Métayer follows in the footsteps of Roche, Farge, Garrioch, and others in pursuit of the Paris of "the people" during the Old Regime-the rough and ready world of neighborhoods, streets, and plazas where the lower classes of the capital worked, played, celebrated and fought.1 To this list of venues she adds the cemetery, which turns out to have been a lively and popular place for tradesmen and merchants to ply their wares and offer their services. Among them was the "public writer," whose favorite haunt was the Saints-Innocents cemetery near Paris' central market. These Ecrivains des charniers, who set up their makeshift shops wherever they could find space, constituted a relatively privileged group, insofar as they occupied a recognized spot where others of their trade congregated and where customers could seek them out.

Though privileged in terms of venue, the public writers fell well beneath the "master writers" (maîtres Ecrivains), whose corporate status ranked them among the truly elite. A public writer may have only escaped his working or peasant origins by dint of a smattering of education, or he might have begun life with greater expectations, only to have fallen to this modest profession, which at least spared him the indignity of physical labor. In any case, he was constantly reminded of his precarious position and his lowly place in the social order. Master writers complained about them; their clients were from the lower class; their livelihood was uncertain. Public writers were marginal figures on the cultural landscape; their knowledge and skill, however minimal, placed them on the frontier that divided the literate from the unlettered. They served as cultural intermediaries, linking two milieus normally thought of as separate.

In this sense, Métayer's study raises expectations that she will follow the path pioneered by Chartier, who, along with others, has explored the byways of the book and of literacy as the cultural practices of reading and writing became more widespread.2 Her efforts in uncovering the extent to which public writers operated as an integral part of popular culture certainly demonstrate that ordinary people had easy access to the instruments of written communication, and thus were not relegated strictly to the oral culture to which historians have often consigned them.

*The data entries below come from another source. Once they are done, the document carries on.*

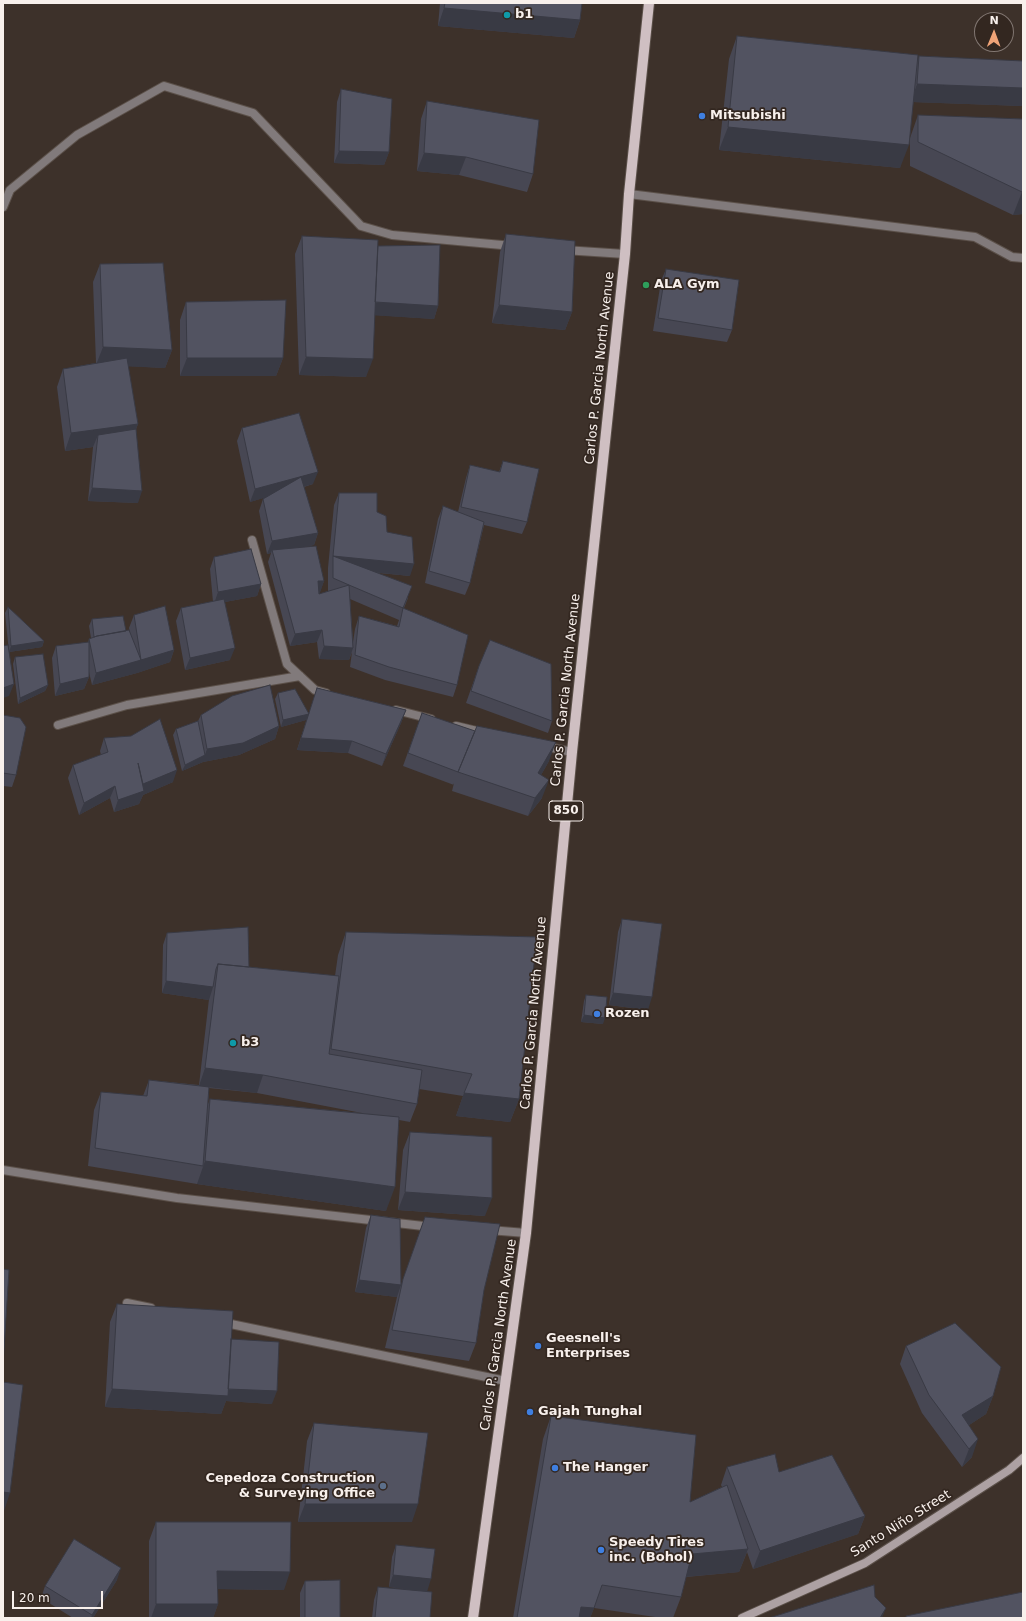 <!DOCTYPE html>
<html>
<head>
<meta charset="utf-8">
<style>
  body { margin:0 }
  #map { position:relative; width:1026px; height:1621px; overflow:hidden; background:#3d312a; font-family:"DejaVu Sans",sans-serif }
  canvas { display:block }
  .frame { position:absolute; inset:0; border:4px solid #f8f0ec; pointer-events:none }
  .north { position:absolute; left:974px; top:12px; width:40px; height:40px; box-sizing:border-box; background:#332720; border:1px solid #827772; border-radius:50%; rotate:1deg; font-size:11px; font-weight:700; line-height:16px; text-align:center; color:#f8f0ec }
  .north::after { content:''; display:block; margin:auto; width:14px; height:18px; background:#efa377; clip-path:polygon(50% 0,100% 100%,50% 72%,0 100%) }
  .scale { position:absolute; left:12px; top:1591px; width:91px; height:18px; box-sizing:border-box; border:2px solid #f8f0ec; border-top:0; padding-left:5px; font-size:12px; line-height:14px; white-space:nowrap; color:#f8f0ec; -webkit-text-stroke:3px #332720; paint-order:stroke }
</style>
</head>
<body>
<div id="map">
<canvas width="1026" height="1621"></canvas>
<div class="frame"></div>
<div class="north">N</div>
<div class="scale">20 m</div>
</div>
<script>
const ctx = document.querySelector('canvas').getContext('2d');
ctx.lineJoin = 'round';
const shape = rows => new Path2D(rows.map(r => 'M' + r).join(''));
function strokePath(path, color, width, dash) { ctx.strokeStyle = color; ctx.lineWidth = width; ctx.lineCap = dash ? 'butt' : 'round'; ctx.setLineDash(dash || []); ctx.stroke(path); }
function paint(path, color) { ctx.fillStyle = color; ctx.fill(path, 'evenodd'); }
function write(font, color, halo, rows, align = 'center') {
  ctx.font = font + ' "DejaVu Sans",sans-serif'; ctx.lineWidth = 3.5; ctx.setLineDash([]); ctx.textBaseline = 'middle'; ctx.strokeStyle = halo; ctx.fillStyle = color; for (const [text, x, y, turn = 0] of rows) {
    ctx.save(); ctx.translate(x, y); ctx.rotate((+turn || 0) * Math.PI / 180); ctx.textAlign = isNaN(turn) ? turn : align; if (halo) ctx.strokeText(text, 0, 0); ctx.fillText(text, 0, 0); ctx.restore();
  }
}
const street = shape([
  [629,194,975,237,1012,257,1023,258],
  [3,207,10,190,77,135,164,86,253,113,361,226,392,235,513,246],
  [564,250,625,254],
  [252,540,287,664,315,690,326,693],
  [396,710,431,719],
  [58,725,127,705,300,676],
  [456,726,485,733],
  [544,746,572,752],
  [3,1170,177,1198,432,1227],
  [489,1230,526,1233],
  [127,1303,151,1308],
  [221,1322,506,1381]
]);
const secondary = shape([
  [742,1618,865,1563,1009,1470,1023,1458]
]);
const primary = shape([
  [473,1618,526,1233,572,752,625,254,629,194,649,3]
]);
strokePath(street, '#5b5049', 10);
strokePath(secondary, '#5b5049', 10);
strokePath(primary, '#5b5049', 12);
strokePath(street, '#817a7b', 8);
strokePath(secondary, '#ada1a3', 8);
strokePath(primary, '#cfbfc2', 10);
paint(shape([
  [440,3,582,3,580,20,574,38,438,26],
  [737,36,918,60,919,56,1023,61,1023,106,913,102,900,168,719,150,729,59],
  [341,89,389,152,384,165,334,163,337,102],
  [427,101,533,174,527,192,459,175,417,171,421,119],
  [918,115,1023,119,1023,214,1013,215,910,166,910,138],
  [506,234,572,312,565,330,492,323,500,252],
  [302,236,378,246,438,306,434,319,375,315,366,377,299,375,295,254],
  [100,264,172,350,165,368,128,366,138,424,136,429,138,503,88,501,93,447,65,451,57,387,63,369,96,363,93,282],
  [666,269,732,330,727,342,653,331,661,281],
  [186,302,283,358,276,376,180,376,180,320],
  [242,428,313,484,304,487,318,533,314,545,304,547,324,581,319,594,328,591,328,568,334,505,339,493,377,512,410,576,379,573,408,598,404,608,457,685,453,697,385,680,350,667,352,652,349,660,319,659,317,642,290,646,268,562,271,553,267,554,259,511,263,499,266,497,250,502,237,441],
  [350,599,399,620,397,626,359,616,355,629,353,642],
  [503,461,527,522,522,534,484,525,470,583,465,595,425,583,438,519,443,506,458,512,466,478,470,465,499,472],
  [214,557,261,584,257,596,225,602,230,660,185,670,176,621,181,608,213,602,210,569],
  [8,607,44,641,42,647,9,652,5,613],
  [134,615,174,650,170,662,137,673,92,685,89,672,89,677,84,689,55,696,52,658,56,646,88,643,89,639,91,638,89,626,92,619,130,632,129,628],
  [15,657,48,685,45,691,18,704,13,664],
  [479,666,552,721,548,733,466,703],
  [317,688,406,710,401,723,382,766,348,753,297,750,307,718,306,720,281,727,275,699,278,693,309,714],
  [422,713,549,761,541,775,542,798,528,816,452,791,454,783,454,785,403,766],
  [3,715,16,775,12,787,3,786],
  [201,715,279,726,275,739,239,755,203,762,182,771,173,735,176,729,198,721],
  [104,738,173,782,143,795,139,804,114,812,110,798,79,815,68,778,73,765,101,755,100,751],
  [622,919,648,1010,609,1005,618,932],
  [346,932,519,1099,510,1122,456,1116,463,1096,419,1089,417,1104,410,1122,399,1120,386,1211,197,1184,88,1166,94,1110,101,1092,143,1096,149,1080,199,1085,209,999,209,1000,162,993,163,945,167,933,249,967,335,976,338,955],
  [209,1088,257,1093,362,1113,210,1099,208,1104],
  [586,995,603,1024,581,1022,584,1001],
  [410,1132,485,1216,398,1210,403,1150],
  [371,1215,401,1285,425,1217,484,1290,476,1343,469,1361,385,1348,397,1297,355,1292,366,1228],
  [117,1304,231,1339,272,1404,226,1401,221,1414,105,1407,110,1322],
  [906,1346,993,1396,986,1414,969,1425,972,1457,962,1467,922,1413,900,1364],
  [551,1416,690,1502,722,1487,721,1485,727,1467,779,1472,865,1516,858,1534,753,1569,747,1552,739,1572,686,1577,681,1597,673,1618,662,1618,594,1608,590,1618,513,1618,543,1439],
  [314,1423,412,1522,298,1522,307,1441],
  [156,1522,284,1590,218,1589,218,1604,213,1618,149,1618,149,1541],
  [396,1545,427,1591,430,1618,372,1618,374,1600,378,1587,418,1591,389,1587,392,1557],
  [117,1580,93,1618,73,1618,41,1598,45,1586],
  [305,1581,340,1618,300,1618,300,1593]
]), '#474753');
paint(shape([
  [444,8,580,20,574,38,438,26],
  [917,84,1023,88,1023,106,911,102],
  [728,127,909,145,900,168,719,150],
  [339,151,389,152,384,165,334,163],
  [424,153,466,157,459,175,417,171],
  [1022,192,1023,192,1023,214,1013,215],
  [374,302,438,306,434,319,369,315],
  [499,305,572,312,565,330,492,323],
  [103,347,172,350,165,368,96,365],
  [306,357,373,359,366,377,299,375],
  [187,358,283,358,276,376,180,376],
  [138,424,131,442,98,435,93,447,65,451,71,433],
  [318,472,313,484,250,502,255,489],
  [92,488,142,491,138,503,88,501],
  [318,533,314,545,273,553,272,550,271,553,267,554,272,541],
  [333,556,414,564,410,576,333,568],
  [318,581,324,581,320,593,314,594],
  [261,584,257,596,214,604,218,592],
  [322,630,317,642,290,646,295,634],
  [44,641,42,647,9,652,11,646],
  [324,646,353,648,349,660,319,659],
  [235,648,230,660,185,670,190,658],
  [174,650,170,662,137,673,92,685,96,673],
  [89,677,84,689,55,696,60,684],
  [14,684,9,696,3,698,3,688],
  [48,685,45,691,18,704,20,698],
  [406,710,401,723,382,766,386,754],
  [309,714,306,720,281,727,283,720],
  [279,726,275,739,239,755,203,762,182,771,185,765,205,755,207,749],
  [301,738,352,741,348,753,297,750],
  [556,742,549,761,532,791,538,773],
  [177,770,173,782,143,795,139,804,114,812,118,800,140,792,143,784],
  [549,780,542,798,528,816,535,798],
  [115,786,110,798,79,815,84,803],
  [166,981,213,987,209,1000,162,993],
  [613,993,652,997,648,1010,609,1005],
  [584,1015,605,1018,603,1024,581,1022],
  [205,1068,263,1075,257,1093,199,1086],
  [464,1093,519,1099,510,1122,456,1116],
  [205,1161,395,1187,386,1211,197,1184],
  [405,1192,492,1198,485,1216,398,1210],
  [359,1280,401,1285,397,1297,355,1292],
  [226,1388,277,1391,272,1404,226,1401,221,1414,105,1407,112,1389],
  [993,1396,986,1414,957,1433,962,1415],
  [978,1439,972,1457,962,1467,969,1449],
  [3,1492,10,1493,4,1511,3,1511],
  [305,1504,418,1504,412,1522,298,1522],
  [865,1516,858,1534,753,1569,760,1551],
  [748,1549,739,1572,684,1577,692,1554],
  [121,1568,117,1580,93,1618,91,1618,92,1615],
  [217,1571,290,1572,284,1590,211,1589],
  [393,1575,431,1579,427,1592,389,1587],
  [156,1604,218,1604,213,1618,151,1618],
  [581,1607,594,1608,590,1618,577,1618],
  [886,1608,882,1618,880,1618]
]), '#393a44');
const building = shape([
  [445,3,582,3,580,20,444,8,445,3],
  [737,36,918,55,909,145,728,127,737,36],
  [919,56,1023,61,1023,88,917,84,919,56],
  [341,89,392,99,389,152,339,151,341,89],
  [427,101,539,120,533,174,466,157,424,153,427,101],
  [918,115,1023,119,1023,192,1022,192,918,142,918,115],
  [506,234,575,241,572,312,499,305,506,234],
  [302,236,378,240,373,359,306,357,302,236],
  [440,245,438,306,375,302,378,246,440,245],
  [163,263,172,350,103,347,100,264,163,263],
  [666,269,739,280,732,330,658,318,666,269],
  [286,300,283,358,187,358,186,302,286,300],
  [127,358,138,424,71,433,63,369,127,358],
  [299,413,318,472,255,489,242,428,299,413],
  [136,429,142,491,92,488,98,435,136,429],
  [503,461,539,469,527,522,461,507,470,465,500,472,503,461],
  [301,477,318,533,272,541,263,499,301,477],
  [339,493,377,493,377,512,386,516,387,532,412,537,414,564,333,556,412,586,403,608,349,585,353,648,324,646,322,630,295,634,272,550,316,546,324,581,318,581,319,594,349,585,333,578,333,556,339,493],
  [443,506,484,522,470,583,429,571,443,506],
  [251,549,261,584,218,592,214,557,251,549],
  [224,599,235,648,190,658,181,608,224,599],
  [165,606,174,650,141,660,96,673,89,639,97,636,129,630,141,660,134,615,165,606],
  [8,607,25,623,44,641,11,646,8,607],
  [403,608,468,635,457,685,389,667,355,655,359,616,399,627,403,608],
  [123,616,126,631,97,636,94,637,92,619,123,616],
  [490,640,551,664,552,721,471,691,479,666,490,640],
  [89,642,89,677,60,684,56,646,89,642],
  [8,645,14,684,3,688,3,646,8,645],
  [43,654,48,685,20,698,15,657,43,654],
  [270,685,279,726,243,743,207,749,201,715,232,696,270,685],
  [317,688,406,710,386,754,352,741,301,738,317,688],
  [295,689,309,714,283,720,278,693,295,689],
  [422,713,475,731,458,772,408,753,422,713],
  [3,715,20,718,26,727,16,775,3,773,3,715],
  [160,719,177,770,143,784,138,763,144,791,118,800,115,786,84,803,73,765,108,752,104,738,131,736,160,719],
  [198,721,205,755,185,765,176,729,198,721],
  [477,726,556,742,538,773,549,780,535,798,458,772,477,726],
  [622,919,662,924,652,997,613,993,622,919],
  [248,927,249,967,218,964,216,969,213,987,166,981,167,933,248,927],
  [346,932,537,937,519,1099,464,1093,472,1074,331,1049,346,932],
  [218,964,339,976,329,1054,422,1070,417,1104,263,1075,205,1068,218,964],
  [586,995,607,997,605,1018,584,1015,586,995],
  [149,1080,209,1087,203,1166,95,1148,101,1092,147,1096,149,1080],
  [210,1099,399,1117,395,1187,205,1161,210,1099],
  [410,1132,492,1137,492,1198,405,1192,410,1132],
  [371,1215,400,1219,401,1285,359,1280,371,1215],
  [425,1217,500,1224,484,1290,476,1343,392,1330,403,1279,425,1217],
  [3,1269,9,1270,3,1365,3,1269],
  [117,1304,233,1311,228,1396,112,1389,117,1304],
  [955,1323,1001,1367,993,1396,962,1415,978,1439,969,1449,929,1395,906,1346,955,1323],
  [231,1339,279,1342,277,1391,228,1389,231,1339],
  [3,1382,23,1385,10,1493,3,1492,3,1382],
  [551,1416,696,1435,690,1502,727,1485,748,1549,692,1554,681,1597,602,1585,594,1608,581,1607,579,1618,517,1618,551,1416],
  [314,1423,428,1433,418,1504,305,1504,314,1423],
  [775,1454,779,1472,832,1455,865,1516,760,1551,727,1467,775,1454],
  [156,1522,291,1522,290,1572,217,1571,218,1604,156,1604,156,1522],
  [74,1539,121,1568,92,1615,45,1586,74,1539],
  [396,1545,435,1549,431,1579,393,1575,396,1545],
  [340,1580,340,1618,305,1618,305,1581,340,1580],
  [874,1585,875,1597,886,1608,880,1618,769,1618,874,1585],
  [378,1587,432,1592,430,1618,375,1618,378,1587],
  [1023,1592,1023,1618,906,1618,906,1616,1023,1592]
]);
paint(building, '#525361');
strokePath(building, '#393a44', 1);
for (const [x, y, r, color] of [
  [507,15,4,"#0f9aa8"],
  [702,116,4,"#3f7fe0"],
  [646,285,4,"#2e9e5b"],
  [597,1014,4,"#3f7fe0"],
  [233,1043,4,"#0f9aa8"],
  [538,1346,4,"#3f7fe0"],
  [530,1412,4,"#3f7fe0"],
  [555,1468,4,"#3f7fe0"],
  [383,1486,4,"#5c6f8a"],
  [601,1550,4,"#3f7fe0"]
]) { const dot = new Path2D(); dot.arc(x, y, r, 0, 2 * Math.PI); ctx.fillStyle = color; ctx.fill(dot); strokePath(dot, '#332720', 1.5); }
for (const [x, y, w] of [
  [566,811,34]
]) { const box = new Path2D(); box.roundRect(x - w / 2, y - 10, w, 20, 3); ctx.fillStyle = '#332720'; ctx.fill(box); strokePath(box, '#f8f0ec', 1); }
write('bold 12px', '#f8f0ec', null, [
  ["850",566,811]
]);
write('bold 13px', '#f8f0ec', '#332720', [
  ["b1",515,15],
  ["Mitsubishi",710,116],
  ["ALA Gym",654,285],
  ["Rozen",605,1014],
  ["b3",241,1043],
  ["Geesnell's",546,1339],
  ["Enterprises",546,1354],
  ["Gajah Tunghal",538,1412],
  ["The Hanger",563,1468],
  ["Cepedoza Construction",375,1479,"right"],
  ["& Surveying Office",375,1494,"right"],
  ["Speedy Tires",609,1543],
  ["inc. (Bohol)",609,1558]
], 'left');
write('13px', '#f8f0ec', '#332720', [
  ["Carlos P. Garcia North Avenue",600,368,-84],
  ["Carlos P. Garcia North Avenue",566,690,-84],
  ["Carlos P. Garcia North Avenue",534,1013,-85],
  ["Carlos P. Garcia North Avenue",499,1335,-82],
  ["Santo Niño Street",901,1524,-32]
]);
</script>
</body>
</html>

In this sense, Métayer contributes to the blurring of the lines between oral and written cultures. Her use of the records of the commissaires de police, so fruitfully exploited by the historians mentioned [End Page 466] above, yields impressive returns, especially in allowing her to assemble a census of the public writers who operated in the seventeenth and eighteenth centuries. But beyond uncovering the extent of these characters, she is unable to say much about them as writers. Clearly, they were called upon for a range of purposes-from drafting love letters to forging documents-but a sense of what role they played in the lives of ordinary people is largely lacking in her book.

Au Tombeau des secrets is more a contribution to the popular culture of Old Regime Paris than a study of an obscure, yet clearly important profession. Striving to add to the new field of the study of writing, it merely confirms many of the findings of earlier historians. [End Page 467]

Robert A. Schneider
Catholic University of America

Footnotes

1. Daniel Roche, The People of Paris (Berkeley, 1987); Arlette Farge, Fragile lives: Violence, Power and Solidarity in Eighteenth-Century Paris (Cambridge, Mass., 1993); David Garrioch, Neighborhood and Community in Paris, 1740-1790 (Cambridge, 1986).

2. Roger Chartier, The Cultural Uses of Print (Princeton, 1987); idem, Forms and Meaning: Texts, Performances, and Audiences from Codex to Computer (Philadelphia, 1995).